The score could have proved devastating, but when Michel Bastos converted chaos into a goal in the 63rd minute, Schalke had plenty of time to find a winner. With Gala holding the away goals tiebreaker, they’d need it. Their second half onslaught led them to 60 percent of the game’s possession and a 26-15 edge in shots.
But it also left them empty-handed. When Gala substitute Umut Bulut scored in injury time, the tiebreakers no longer mattered. Gala had won outright, their 4-3 aggregate victory sending them to their first quarterfinal in 12 years.
Ironically, they did so without game-breaking performances from their biggest stars. While Yilmaz has proven to be Gala’s best player throughout the tournament, it was the January acquisitions of Wesley Sneijder and Didier Drogba that were expected to make the Turkish champions a threat in the knockout round. Yet neither player had a significant impact on the tie. Instead, it was Yilmaz, who leads the competition in goals, whose performance defined the tie.
That may be something Schalke learns to regret. In the second half today, we saw what the team was capable of doing, but they only elected to find that gear once pushed to the edge of elimination. Just as in this weekend’s Revierderby, they played one good half of soccer, but unlike BVB, Galatasaray made them pay. Had Schalke played better, Gala may have needed more from Drogba and Sneijder.

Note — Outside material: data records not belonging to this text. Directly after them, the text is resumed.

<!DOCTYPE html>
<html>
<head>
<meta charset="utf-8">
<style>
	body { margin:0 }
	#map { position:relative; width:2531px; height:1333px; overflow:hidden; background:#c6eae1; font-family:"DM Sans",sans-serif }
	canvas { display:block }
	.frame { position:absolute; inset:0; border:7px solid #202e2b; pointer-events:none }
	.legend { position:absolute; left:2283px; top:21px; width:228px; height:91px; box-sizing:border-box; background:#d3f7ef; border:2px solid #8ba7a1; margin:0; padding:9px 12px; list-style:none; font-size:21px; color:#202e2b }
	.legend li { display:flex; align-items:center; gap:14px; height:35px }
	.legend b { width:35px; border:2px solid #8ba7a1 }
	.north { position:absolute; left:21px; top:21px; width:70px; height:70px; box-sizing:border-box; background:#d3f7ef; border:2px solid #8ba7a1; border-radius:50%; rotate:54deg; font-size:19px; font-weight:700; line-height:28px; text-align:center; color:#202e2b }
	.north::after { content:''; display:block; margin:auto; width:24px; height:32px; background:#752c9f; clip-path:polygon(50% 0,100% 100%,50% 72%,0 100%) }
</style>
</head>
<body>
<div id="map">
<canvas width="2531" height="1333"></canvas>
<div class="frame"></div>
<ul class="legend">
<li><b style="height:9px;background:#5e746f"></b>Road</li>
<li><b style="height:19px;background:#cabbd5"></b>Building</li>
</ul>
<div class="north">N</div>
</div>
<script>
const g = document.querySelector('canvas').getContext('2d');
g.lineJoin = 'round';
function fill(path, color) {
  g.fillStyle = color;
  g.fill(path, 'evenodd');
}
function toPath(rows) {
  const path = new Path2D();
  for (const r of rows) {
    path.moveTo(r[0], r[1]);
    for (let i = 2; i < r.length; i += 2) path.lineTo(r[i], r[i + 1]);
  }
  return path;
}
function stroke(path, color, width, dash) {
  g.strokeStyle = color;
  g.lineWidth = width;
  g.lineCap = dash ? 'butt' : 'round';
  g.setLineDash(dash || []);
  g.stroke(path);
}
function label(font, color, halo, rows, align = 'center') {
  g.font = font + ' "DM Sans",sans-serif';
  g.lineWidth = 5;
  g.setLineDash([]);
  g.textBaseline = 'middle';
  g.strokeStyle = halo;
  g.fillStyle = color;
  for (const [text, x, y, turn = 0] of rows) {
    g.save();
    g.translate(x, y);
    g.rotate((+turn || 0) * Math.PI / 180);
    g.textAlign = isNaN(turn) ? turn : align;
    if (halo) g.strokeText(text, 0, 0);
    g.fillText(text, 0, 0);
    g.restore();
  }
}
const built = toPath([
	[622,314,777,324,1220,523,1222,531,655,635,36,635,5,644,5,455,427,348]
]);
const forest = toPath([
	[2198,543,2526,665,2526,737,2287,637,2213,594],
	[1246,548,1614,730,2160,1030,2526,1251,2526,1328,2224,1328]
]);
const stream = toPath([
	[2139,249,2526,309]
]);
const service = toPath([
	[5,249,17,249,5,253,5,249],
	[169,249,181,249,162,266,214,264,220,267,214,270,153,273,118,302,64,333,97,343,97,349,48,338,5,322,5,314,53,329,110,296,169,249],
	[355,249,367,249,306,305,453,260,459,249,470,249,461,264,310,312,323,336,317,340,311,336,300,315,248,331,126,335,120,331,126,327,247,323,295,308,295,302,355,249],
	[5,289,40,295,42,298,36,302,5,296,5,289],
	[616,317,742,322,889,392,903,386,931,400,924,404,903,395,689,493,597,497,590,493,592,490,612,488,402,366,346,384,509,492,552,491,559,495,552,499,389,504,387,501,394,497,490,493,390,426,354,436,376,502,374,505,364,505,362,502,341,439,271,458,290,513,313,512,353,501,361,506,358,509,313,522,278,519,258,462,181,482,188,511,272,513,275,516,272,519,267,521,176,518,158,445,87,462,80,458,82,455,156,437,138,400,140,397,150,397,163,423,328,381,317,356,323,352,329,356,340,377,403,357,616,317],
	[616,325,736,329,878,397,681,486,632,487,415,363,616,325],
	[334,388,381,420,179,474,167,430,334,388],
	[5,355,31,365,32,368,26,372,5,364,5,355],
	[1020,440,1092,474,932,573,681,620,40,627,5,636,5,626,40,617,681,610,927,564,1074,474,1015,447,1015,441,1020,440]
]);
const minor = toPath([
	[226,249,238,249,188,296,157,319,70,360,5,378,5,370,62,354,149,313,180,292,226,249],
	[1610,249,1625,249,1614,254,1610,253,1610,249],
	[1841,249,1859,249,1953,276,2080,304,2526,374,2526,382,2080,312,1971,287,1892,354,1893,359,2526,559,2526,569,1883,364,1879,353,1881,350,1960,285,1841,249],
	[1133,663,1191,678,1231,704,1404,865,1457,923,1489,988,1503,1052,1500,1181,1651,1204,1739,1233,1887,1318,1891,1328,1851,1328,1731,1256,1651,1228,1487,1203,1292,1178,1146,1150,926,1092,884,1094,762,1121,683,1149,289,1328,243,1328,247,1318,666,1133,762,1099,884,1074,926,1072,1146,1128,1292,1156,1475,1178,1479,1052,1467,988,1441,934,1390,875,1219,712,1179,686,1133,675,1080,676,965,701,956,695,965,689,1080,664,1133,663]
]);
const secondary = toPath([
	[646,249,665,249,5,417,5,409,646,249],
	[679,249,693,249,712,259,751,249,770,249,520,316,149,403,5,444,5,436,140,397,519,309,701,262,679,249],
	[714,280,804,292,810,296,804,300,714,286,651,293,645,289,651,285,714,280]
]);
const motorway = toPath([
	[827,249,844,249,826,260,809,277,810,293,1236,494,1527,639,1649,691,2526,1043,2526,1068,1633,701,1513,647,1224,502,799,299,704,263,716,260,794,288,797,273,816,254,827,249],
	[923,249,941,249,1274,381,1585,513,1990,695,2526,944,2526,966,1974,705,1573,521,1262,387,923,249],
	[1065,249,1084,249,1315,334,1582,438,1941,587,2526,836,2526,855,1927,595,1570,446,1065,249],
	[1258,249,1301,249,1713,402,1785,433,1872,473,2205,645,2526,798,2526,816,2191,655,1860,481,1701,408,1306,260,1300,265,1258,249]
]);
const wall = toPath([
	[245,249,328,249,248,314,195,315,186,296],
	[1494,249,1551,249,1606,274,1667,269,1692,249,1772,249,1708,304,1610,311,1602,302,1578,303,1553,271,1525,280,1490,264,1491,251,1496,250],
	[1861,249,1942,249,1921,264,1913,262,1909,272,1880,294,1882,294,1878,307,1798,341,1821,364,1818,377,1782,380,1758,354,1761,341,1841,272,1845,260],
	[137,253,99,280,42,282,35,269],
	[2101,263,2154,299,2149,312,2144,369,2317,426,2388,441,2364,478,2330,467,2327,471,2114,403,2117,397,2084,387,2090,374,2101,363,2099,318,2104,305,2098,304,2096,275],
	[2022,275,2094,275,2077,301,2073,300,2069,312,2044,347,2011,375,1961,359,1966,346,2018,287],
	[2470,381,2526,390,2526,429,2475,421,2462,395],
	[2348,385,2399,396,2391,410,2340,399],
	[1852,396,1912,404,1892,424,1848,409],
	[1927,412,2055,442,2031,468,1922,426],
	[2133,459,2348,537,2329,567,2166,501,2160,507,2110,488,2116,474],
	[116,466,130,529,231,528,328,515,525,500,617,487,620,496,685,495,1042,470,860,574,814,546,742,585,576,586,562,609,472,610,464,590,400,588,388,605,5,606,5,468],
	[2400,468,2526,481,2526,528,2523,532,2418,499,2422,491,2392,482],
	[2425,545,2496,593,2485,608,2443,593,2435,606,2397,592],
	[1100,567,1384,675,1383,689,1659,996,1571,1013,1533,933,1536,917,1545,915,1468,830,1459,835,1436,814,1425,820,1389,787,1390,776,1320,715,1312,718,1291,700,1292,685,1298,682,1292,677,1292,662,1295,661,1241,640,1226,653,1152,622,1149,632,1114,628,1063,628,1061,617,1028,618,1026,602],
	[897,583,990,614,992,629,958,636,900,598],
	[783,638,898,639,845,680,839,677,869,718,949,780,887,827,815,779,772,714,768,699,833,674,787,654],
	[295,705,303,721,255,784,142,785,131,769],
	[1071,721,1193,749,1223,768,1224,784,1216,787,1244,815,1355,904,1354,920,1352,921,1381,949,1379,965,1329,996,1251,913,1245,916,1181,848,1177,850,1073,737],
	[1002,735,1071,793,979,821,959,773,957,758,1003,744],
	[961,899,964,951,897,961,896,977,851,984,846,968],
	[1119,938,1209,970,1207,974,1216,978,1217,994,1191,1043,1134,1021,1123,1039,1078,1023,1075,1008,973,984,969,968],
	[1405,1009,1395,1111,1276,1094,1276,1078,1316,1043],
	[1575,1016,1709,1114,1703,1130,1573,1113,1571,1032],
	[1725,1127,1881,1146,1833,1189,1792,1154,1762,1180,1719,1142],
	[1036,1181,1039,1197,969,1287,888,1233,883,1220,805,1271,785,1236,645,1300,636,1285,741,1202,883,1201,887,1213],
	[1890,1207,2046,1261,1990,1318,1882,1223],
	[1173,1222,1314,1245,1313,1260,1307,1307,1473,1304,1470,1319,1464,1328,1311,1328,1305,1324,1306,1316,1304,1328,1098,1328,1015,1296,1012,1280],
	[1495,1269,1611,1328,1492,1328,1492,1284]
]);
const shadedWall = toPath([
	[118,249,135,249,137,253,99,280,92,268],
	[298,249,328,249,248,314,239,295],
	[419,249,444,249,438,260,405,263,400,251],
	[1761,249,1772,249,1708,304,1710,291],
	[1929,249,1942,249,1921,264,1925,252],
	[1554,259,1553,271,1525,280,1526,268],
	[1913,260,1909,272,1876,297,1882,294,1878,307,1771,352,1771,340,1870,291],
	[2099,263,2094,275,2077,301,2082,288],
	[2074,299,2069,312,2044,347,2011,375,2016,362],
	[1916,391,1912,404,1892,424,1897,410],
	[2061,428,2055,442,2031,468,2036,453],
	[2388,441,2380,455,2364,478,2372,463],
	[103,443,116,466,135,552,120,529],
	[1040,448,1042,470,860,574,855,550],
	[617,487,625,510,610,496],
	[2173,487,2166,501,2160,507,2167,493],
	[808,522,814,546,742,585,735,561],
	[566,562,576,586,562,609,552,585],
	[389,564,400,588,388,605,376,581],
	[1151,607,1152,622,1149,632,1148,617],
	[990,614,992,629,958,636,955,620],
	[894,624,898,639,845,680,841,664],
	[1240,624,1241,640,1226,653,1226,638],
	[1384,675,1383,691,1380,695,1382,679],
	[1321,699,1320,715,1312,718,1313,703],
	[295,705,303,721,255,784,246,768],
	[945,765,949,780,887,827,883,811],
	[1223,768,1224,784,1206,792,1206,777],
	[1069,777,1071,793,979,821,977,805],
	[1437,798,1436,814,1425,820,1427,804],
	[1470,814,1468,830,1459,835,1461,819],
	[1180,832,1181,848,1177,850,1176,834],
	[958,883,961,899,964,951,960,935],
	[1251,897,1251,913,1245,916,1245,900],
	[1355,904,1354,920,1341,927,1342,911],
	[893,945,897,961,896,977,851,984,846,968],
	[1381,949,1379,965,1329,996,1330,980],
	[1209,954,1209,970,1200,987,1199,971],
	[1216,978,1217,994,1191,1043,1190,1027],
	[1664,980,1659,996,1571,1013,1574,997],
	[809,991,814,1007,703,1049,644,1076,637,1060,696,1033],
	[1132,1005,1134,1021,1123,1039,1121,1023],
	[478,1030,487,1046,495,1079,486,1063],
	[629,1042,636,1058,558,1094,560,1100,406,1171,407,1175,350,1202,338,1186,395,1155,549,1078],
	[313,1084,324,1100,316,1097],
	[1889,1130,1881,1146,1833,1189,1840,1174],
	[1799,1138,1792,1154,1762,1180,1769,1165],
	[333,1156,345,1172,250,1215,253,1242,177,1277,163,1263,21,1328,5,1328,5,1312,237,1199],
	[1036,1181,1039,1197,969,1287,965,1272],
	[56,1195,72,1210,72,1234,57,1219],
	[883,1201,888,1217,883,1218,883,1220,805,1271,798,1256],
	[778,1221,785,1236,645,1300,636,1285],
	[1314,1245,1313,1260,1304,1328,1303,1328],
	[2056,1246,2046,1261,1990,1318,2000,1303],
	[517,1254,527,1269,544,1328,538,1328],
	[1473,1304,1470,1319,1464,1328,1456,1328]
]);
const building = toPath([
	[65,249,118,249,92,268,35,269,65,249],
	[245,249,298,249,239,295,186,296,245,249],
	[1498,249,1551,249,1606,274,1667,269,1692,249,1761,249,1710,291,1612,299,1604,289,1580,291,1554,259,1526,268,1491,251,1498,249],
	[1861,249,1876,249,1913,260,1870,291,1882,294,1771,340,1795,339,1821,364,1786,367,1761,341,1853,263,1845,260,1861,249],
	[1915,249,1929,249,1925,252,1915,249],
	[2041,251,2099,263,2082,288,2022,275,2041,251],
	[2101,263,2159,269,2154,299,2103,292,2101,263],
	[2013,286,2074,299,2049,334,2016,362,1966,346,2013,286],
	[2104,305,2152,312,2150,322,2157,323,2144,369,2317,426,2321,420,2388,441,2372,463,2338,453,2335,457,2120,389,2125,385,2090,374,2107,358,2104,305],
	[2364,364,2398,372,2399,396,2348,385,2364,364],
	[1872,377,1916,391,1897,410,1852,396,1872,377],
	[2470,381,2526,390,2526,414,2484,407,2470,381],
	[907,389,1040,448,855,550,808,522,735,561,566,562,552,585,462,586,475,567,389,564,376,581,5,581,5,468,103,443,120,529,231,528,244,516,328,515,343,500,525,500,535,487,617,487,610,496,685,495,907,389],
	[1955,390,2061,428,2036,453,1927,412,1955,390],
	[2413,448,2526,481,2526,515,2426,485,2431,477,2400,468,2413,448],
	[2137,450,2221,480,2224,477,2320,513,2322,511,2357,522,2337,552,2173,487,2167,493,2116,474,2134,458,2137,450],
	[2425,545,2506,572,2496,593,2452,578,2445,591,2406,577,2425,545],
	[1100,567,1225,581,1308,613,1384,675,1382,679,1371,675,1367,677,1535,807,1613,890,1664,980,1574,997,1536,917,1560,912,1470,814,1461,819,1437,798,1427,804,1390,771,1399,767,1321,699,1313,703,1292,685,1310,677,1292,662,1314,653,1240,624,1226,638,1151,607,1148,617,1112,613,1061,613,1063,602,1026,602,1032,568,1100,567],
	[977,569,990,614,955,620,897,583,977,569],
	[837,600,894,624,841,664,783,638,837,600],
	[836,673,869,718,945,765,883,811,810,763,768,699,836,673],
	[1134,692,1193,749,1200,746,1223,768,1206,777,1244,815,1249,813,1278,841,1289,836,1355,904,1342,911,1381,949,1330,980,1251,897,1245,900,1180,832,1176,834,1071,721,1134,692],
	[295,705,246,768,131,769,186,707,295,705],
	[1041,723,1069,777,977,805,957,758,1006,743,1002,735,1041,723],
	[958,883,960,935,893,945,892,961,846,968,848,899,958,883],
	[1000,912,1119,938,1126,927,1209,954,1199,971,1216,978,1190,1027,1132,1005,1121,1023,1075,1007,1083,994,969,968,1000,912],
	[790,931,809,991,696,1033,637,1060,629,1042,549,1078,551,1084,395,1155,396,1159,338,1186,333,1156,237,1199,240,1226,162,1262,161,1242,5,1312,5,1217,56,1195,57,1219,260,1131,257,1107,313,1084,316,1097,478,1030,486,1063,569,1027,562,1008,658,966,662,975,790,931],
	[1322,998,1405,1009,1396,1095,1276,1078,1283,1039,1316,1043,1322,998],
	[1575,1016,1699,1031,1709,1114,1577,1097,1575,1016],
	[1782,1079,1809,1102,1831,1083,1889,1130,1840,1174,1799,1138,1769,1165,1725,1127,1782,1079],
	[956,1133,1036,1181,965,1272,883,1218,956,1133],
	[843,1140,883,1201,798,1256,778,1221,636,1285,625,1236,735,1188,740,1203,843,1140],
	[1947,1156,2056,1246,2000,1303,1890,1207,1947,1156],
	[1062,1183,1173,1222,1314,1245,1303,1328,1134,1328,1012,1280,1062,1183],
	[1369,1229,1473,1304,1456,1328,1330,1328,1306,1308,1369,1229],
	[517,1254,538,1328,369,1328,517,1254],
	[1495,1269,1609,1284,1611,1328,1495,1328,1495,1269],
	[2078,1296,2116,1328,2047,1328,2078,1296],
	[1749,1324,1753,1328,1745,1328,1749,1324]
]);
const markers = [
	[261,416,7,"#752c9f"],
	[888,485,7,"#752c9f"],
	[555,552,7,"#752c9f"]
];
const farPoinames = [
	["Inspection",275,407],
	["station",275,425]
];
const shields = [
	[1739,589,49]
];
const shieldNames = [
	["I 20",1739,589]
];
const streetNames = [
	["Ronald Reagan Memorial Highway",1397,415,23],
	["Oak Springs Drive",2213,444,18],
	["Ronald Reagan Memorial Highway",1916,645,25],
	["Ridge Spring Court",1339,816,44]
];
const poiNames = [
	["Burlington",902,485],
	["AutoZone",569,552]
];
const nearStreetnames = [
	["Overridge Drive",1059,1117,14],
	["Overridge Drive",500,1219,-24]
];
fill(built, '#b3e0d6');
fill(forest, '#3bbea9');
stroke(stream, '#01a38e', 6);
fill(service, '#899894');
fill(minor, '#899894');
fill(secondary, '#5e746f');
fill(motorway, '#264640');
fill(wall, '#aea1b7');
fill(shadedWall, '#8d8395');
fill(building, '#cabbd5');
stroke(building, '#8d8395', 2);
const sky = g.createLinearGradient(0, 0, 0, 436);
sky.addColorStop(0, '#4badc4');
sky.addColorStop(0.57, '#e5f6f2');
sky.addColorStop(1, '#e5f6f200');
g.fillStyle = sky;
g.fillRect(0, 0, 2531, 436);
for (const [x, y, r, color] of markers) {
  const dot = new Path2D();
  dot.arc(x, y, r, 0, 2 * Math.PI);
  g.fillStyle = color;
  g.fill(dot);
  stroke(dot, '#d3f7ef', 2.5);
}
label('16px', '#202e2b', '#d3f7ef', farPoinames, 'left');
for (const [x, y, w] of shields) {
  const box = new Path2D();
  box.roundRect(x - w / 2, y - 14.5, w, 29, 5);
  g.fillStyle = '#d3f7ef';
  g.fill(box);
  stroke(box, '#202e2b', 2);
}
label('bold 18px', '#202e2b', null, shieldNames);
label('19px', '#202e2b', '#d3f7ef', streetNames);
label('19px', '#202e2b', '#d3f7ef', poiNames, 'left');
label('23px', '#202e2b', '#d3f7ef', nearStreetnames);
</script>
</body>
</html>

Perhaps there’s no better way for Schalke to end this year’s competition: eliminated by a team who didn’t have to play their best to advance. Whether you confine your scope to today’s game, that last week, or expand it to the entire season, Schalke is a team of contradictions. And those contradictions allowed Galatasaray to go into Gelsenkirchen and eliminate them from Champions League.